Are there filmmaking values you learned from being on so many sets as an actor that you tried to bring to this film? Yeah. I didn’t know how much I’d learned over the years until I was actually shooting — how much actual film school I’ve had through the past 15 years of working with really good directors. Someone who was really important to me when I first decided I wanted to direct a movie was Jane Campion. I was shooting In The Cut, and we’d become good friends. I told her about the film and said, “Can you give me some tips?” And she sat down with me for a few hours and literally went from Day 1 — what to expect, what to look for, what to do, what not to do. And because of the time constraints — this was a 23-day shoot — I found that the way that she worked also worked very well for me. She goes to where it’s happening and sort of builds off that. I love the way she works with actors, so she was a big inspiration. And the way Scorsese and David Fincher move the camera — there’s no one who moves a camera better than them as far as storytelling. And then there’s a smattering of other people. I definitely think Michel Gondry is a flavor in there. And Isabel Coixet too.

Well, the film doesn’t feel like anyone else’s film. Like I said at the beginning, it has a real psychic life underneath the more obvious narrative. I watched it a second time last night, and I was really struck by the subtext of your scenes with Chris. There’s something honest and unique about the relationship between your character and Chris’s. Thanks. Does it age well?

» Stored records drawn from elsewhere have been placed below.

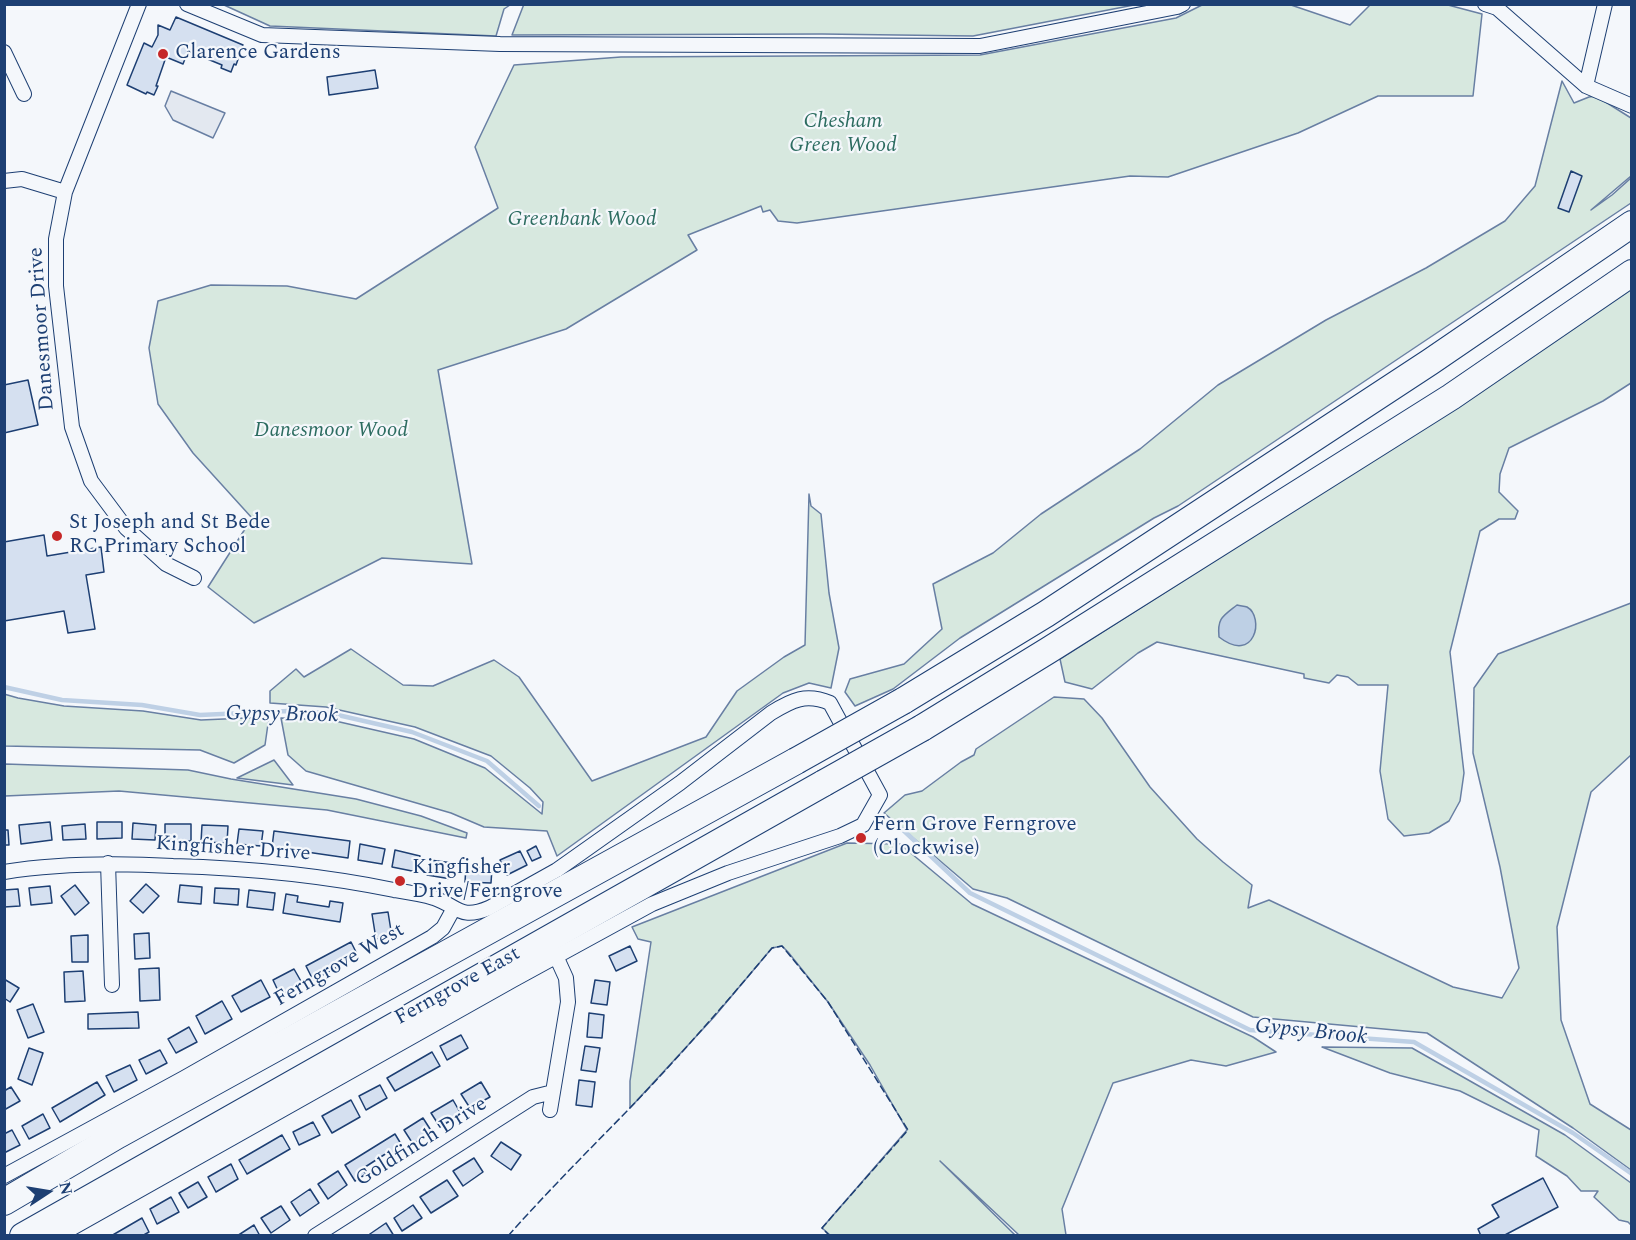 <!DOCTYPE html>
<style>
body{margin:0}
#map{position:relative;width:1636px;height:1240px;overflow:hidden;background:#f4f7fb;font-family:Spectral,serif}
canvas{display:block}
.frame{position:absolute;inset:0;border:6px solid #1d3f73;pointer-events:none}
.north{position:absolute;left:18px;top:1162px;width:60px;height:60px;-webkit-text-stroke:4px #f4f7fb;paint-order:stroke;rotate:78deg;font-size:16px;font-weight:700;line-height:24px;text-align:center;color:#1d3f73}
.north::after{content:'';display:block;margin:auto;width:21px;height:27px;background:#1d3f73;clip-path:polygon(50% 0,100% 100%,50% 72%,0 100%)}
</style>
<div id="map">
<canvas width="1636" height="1240"></canvas>
<div class="frame"></div>
<div class="north">N</div>
</div>
<script>
const g = document.querySelector('canvas').getContext('2d');
g.lineJoin = 'round';
function fill(path, color) { g.fillStyle = color; g.fill(path, 'evenodd'); }
function strokePath(path, color, width, dash) { g.strokeStyle = color; g.lineWidth = width; g.lineCap = dash ? 'butt' : 'round'; g.setLineDash(dash || []); g.stroke(path); }
function label(font, color, halo, rows, align = 'center') {
  g.font = font + ' Spectral,serif'; g.lineWidth = 4.5; g.setLineDash([]); g.textBaseline = 'middle'; g.strokeStyle = halo; g.fillStyle = color; for (const [text, x, y, turn = 0] of rows) {
    g.save(); g.translate(x, y); g.rotate((+turn || 0) * Math.PI / 180); g.textAlign = isNaN(turn) ? turn : align; if (halo) g.strokeText(text, 0, 0); g.fillText(text, 0, 0); g.restore();
  }
}
const green = new Path2D(`
 M524 4H1134V5L973 36 822 34 512 35Z
 M1204 4 1291 5 1350 25 1370 5H1448L1482 14 1473 96H1378L1298 133 1168 177 1130 176 797 223 778 221 770 210 763 212 761 206 688 235 697 250 566 329 438 370 472 564 382 558 254 623 208 587 252 518 193 453 158 404 149 348 158 301 211 285 287 286 356 299 498 208 475 147 514 65 621 57 980 55 1176 18Z
 M224 5H510L504 9 496 36 270 26Z
 M1562 81 1574 103 1589 97 1596 96 1631 118V176L1591 210 1612 195 1631 178V203L1178 506 1154 518 960 638 893 689 855 706 845 692 850 679 904 664 942 629 933 584 993 553 1041 514 1140 449 1218 385 1326 320 1426 268 1505 221 1535 186Z
 M1631 285V383L1603 401 1509 448 1500 474 1499 492 1518 511 1515 519H1499L1480 531 1450 652 1464 773 1460 801 1449 821 1429 833 1404 836 1388 819 1380 771 1388 685H1358L1348 677 1337 675 1329 683 1304 678V674L1157 642 1138 653 1092 689 1065 682 1060 659 1376 458Z
 M809 494 811 506 821 514 829 593 839 648 831 688 809 683 783 693 557 856 547 831 484 827 451 813 306 771 288 755 281 718 331 720 414 739 485 768 542 814 543 802 530 788 491 756 415 727 326 707 270 703V691L296 669 304 677 351 649 403 685 433 686 494 660 519 677 592 781 706 737 737 691 784 657 805 645Z
 M1631 603V755L1591 792 1557 927 1561 1020 1590 1104 1631 1130V1170L1573 1128 1427 1033 1253 1017 1007 898 973 889 884 813 905 795 922 791 961 762 974 755 976 749 1054 697 1084 699 1102 718 1150 787 1197 839 1223 862 1252 885 1248 908 1269 900 1453 987 1502 998 1519 968 1500 867 1473 753 1474 688 1498 654Z
 M4 694 18 698 64 706 143 711 201 720 269 717 265 745 234 763 200 750 5 746Z
 M274 760 293 785 237 778Z
 M5 764 188 770 231 779 356 799 421 816 467 833 466 838 327 810 119 791 5 796Z
 M847 843 900 844 972 904 1253 1037 1276 1052 1226 1066 1191 1060 1113 1083 1062 1209 1066 1235H1019L940 1161 1015 1235H830L822 1228 907 1130 870 1065 828 1002 788 952 782 946 772 948 714 1017 630 1108V1081L651 942 638 939 632 927Z
 M1322 1047 1412 1048 1565 1135 1631 1183V1225L1628 1222 1619 1220 1594 1197 1598 1191H1581L1567 1176 1536 1156 1539 1130 1460 1091 1390 1073Z`);
fill(green, '#d7e8df');
strokePath(green, '#687fa3', 1.5);
const parking = new Path2D(`
 M171 91 225 113 213 138 173 120 165 106Z`);
fill(parking, '#e3e8f0');
strokePath(parking, '#687fa3', 1.5);
const water = new Path2D(`
 M1237 605C1241 606 1244 606 1247 607 1265 617 1255 665 1219 637 1217 618 1223 616 1237 605Z`);
fill(water, '#bed0e5');
strokePath(water, '#687fa3', 1.5);
strokePath(new Path2D(`
 M4 687 62 700 142 705 200 715 288 711 329 713 412 732 487 761 539 806
 M902 829 970 893 1250 1030 1414 1042 1573 1133 1632 1174`), '#bed0e5', 4.5);
const building = new Path2D(`
 M176 17 243 45 236 65 234 64 231 72 221 68 222 65 188 51 183 64 166 57 156 86H158L154 95 147 92 146 94 127 85 144 43 152 47 158 35V25L170 30Z
 M375 70 378 88 329 95 327 77Z
 M1571 171 1582 176 1569 212 1558 208Z
 M28 380 38 425 4 433V385Z
 M44 535 47 556 101 547 104 572 86 575 95 629 68 633 64 611 4 621V542Z
 M50 822 52 840 21 844 19 825Z
 M97 822H122V838L97 839Z
 M133 823 156 825 155 840 132 839Z
 M85 824 86 839 63 840 62 826Z
 M165 824H191V841H165Z
 M202 825 228 826 227 843 201 842Z
 M239 829 263 831 261 846 237 844Z
 M4 830H8L9 845H4Z
 M274 831 350 841 348 858 272 847Z
 M360 844 385 849 382 864 358 860Z
 M536 846 541 857 532 861 527 851Z
 M395 850 420 856 417 872 392 867Z
 M520 851 527 865 507 875 500 860Z
 M430 860 453 863 451 879 427 875Z
 M466 866 492 868 491 883 465 882Z
 M146 884 159 896 143 913 130 901Z
 M75 885 89 903 75 915 61 896Z
 M180 885 202 887 201 904 178 902Z
 M50 886 52 903 31 905 29 888Z
 M215 888 239 889 238 905 214 903Z
 M18 889 20 906 4 907V890Z
 M249 890 275 893 273 910 247 907Z
 M286 894 298 896 297 902 329 907 330 901 343 903 340 922 283 913Z
 M388 912 392 937 376 939 372 914Z
 M149 933 150 958 135 959 134 934Z
 M88 935V962H72L71 936Z
 M351 942 358 956 313 980 306 966Z
 M630 946 637 961 616 971 609 956Z
 M159 968 160 1000 140 1001 139 969Z
 M294 969 302 983 280 995 273 980Z
 M83 971 85 1001 65 1002 64 972Z
 M4 979 19 988 10 1002 4 998Z
 M261 980 270 997 241 1012 232 996Z
 M595 980 610 982 607 1005 591 1003Z
 M222 1001 232 1019 205 1034 196 1016Z
 M33 1004 44 1032 28 1038 17 1010Z
 M138 1012 139 1028 88 1029V1014Z
 M589 1013 604 1015 602 1038 587 1037Z
 M189 1027 197 1042 176 1053 168 1039Z
 M461 1035 468 1048 447 1060 440 1046Z
 M585 1046 600 1048 596 1072 581 1070Z
 M29 1048 43 1053 32 1085 18 1079Z
 M160 1050 167 1063 146 1074 139 1060Z
 M432 1052 440 1066 395 1091 387 1078Z
 M130 1065 137 1080 114 1092 106 1076Z
 M579 1080 595 1082 592 1107 576 1105Z
 M97 1082 105 1095 60 1122 52 1108Z
 M481 1082 490 1097 470 1108 461 1094Z
 M380 1085 387 1098 366 1110 359 1096Z
 M11 1087 20 1101 4 1110V1091Z
 M351 1100 360 1117 332 1133 322 1116Z
 M453 1100 461 1114 440 1127 431 1113Z
 M43 1114 50 1128 29 1139 22 1126Z
 M423 1118 432 1132 413 1144 404 1130Z
 M313 1122 320 1135 299 1145 293 1132Z
 M12 1130 20 1145 4 1153V1134Z
 M395 1134 404 1149 393 1156 390 1151 362 1169 366 1174 355 1181 345 1165Z
 M282 1135 290 1149 247 1174 239 1160Z
 M501 1142 521 1155 511 1170 491 1156Z
 M474 1158 483 1172 463 1186 453 1171Z
 M231 1164 238 1179 216 1192 208 1177Z
 M338 1171 347 1185 328 1199 318 1184Z
 M1543 1178 1558 1207 1503 1236H1481L1478 1229 1499 1217 1492 1205Z
 M447 1180 458 1196 431 1213 420 1197Z
 M198 1182 207 1197 188 1208 179 1193Z
 M310 1189 319 1203 300 1216 291 1202Z
 M171 1197 179 1212 157 1224 150 1209Z
 M413 1205 422 1218 402 1231 394 1218Z
 M281 1206 290 1220 271 1233 261 1218Z
 M142 1218 149 1232 142 1236H111Z
 M386 1223 394 1236H367Z
 M254 1225 260 1236H237Z`);
fill(building, '#d5e0f0');
strokePath(building, '#1d3f73', 1.5);
const street = new Path2D(`
 M139 4 65 192 56 239V286L72 427 91 481 126 528 166 564 194 578
 M187 4 262 35 500 44 980 46 1177 7 1183 4
 M1485 4 1497 8 1586 86 1632 106
 M4 52 24 94
 M1586 86 1605 4
 M4 181 22 179 65 192
 M108 863 112 985
 M4 872C61 863 116 863 173 866 247 868 321 875 394 890 407 892 421 894 434 898 459 907 460 920 489 908L557 870 680 783 771 713C792 700 806 693 830 703L880 795 863 825 840 836 728 873 652 904 513 980 58 1236
 M550 1110 568 1002 566 978 556 956
 M4 1176 184 1078 432 937 443 928 454 908
 M315 1236 533 1097 553 1092`);
const highway = new Path2D(`
 M903 701 1046 614 1430 362 1632 224
 M922 728 1049 650 1451 397 1632 273
 M4 1202 118 1135 796 761
 M23 1236 824 783`);
strokePath(street, '#1d3f73', 16);
strokePath(highway, '#1d3f73', 28);
strokePath(street, '#f4f7fb', 14);
strokePath(highway, '#f4f7fb', 26);
const highwayBridge = new Path2D(`
 M796 761 903 701
 M824 783 922 728`);
strokePath(highwayBridge, '#1d3f73', 28, []);
strokePath(highwayBridge, '#f4f7fb', 26);
strokePath(new Path2D(`
 M508 1236C547 1192 588 1151 629 1109 679 1057 726 1003 772 948L782 946 828 1002 908 1130 822 1228 830 1236`), '#1d3f73', 1.5, [8, 3]);
for (const [x, y, r, color] of [
 [163,54,6,"#c62828"],
 [57,536,6,"#c62828"],
 [861,838,6,"#c62828"],
 [400,881,6,"#c62828"]
]) { const dot = new Path2D(); dot.arc(x, y, r, 0, 2 * Math.PI); g.fillStyle = color; g.fill(dot); strokePath(dot, '#f4f7fb', 2); }
label('21px', '#1d3f73', '#f4f7fb', [
 ["Clarence Gardens",175,54],
 ["St Joseph and St Bede",69,524],
 ["RC Primary School",69,548],
 ["Fern Grove Ferngrove",873,826],
 ["(Clockwise)",873,850],
 ["Kingfisher",412,869],
 ["Drive/Ferngrove",412,893]
], 'left');
label('italic 21px', '#2c6c60', '#f4f7fb', [
 ["Chesham",843,123],
 ["Green Wood",843,147],
 ["Greenbank Wood",582,221],
 ["Danesmoor Wood",331,432]
]);
label('21px', '#1d3f73', '#f4f7fb', [
 ["Danesmoor Drive",43,329,-94],
 ["Kingfisher Drive",233,850,4],
 ["Ferngrove West",340,966,-30],
 ["Ferngrove East",458,987,-29],
 ["Goldfinch Drive",422,1143,-32]
]);
label('italic 22px', '#1d3f73', '#f4f7fb', [
 ["Gypsy Brook",282,716,1],
 ["Gypsy Brook",1311,1033,6]
]);
</script>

It does. Well, in a lot of ways it is as complex a relationship as I’ve had with anybody. I said it’s simple, but we have been through so much together. We’ve known each other for so long and worked on the script for 10 years. Tearing it down, putting it back together, and the relationship between a writer and a director, and his star — all of that is way outside a lot of normal relationships. And so when I say complicated, I do mean we’ve fucking run the gamut. Through tragedy, death, brain tumor, paralysis, making a movie together, learning how to make a movie together, there’s a lot in there that’s reflected on the screen.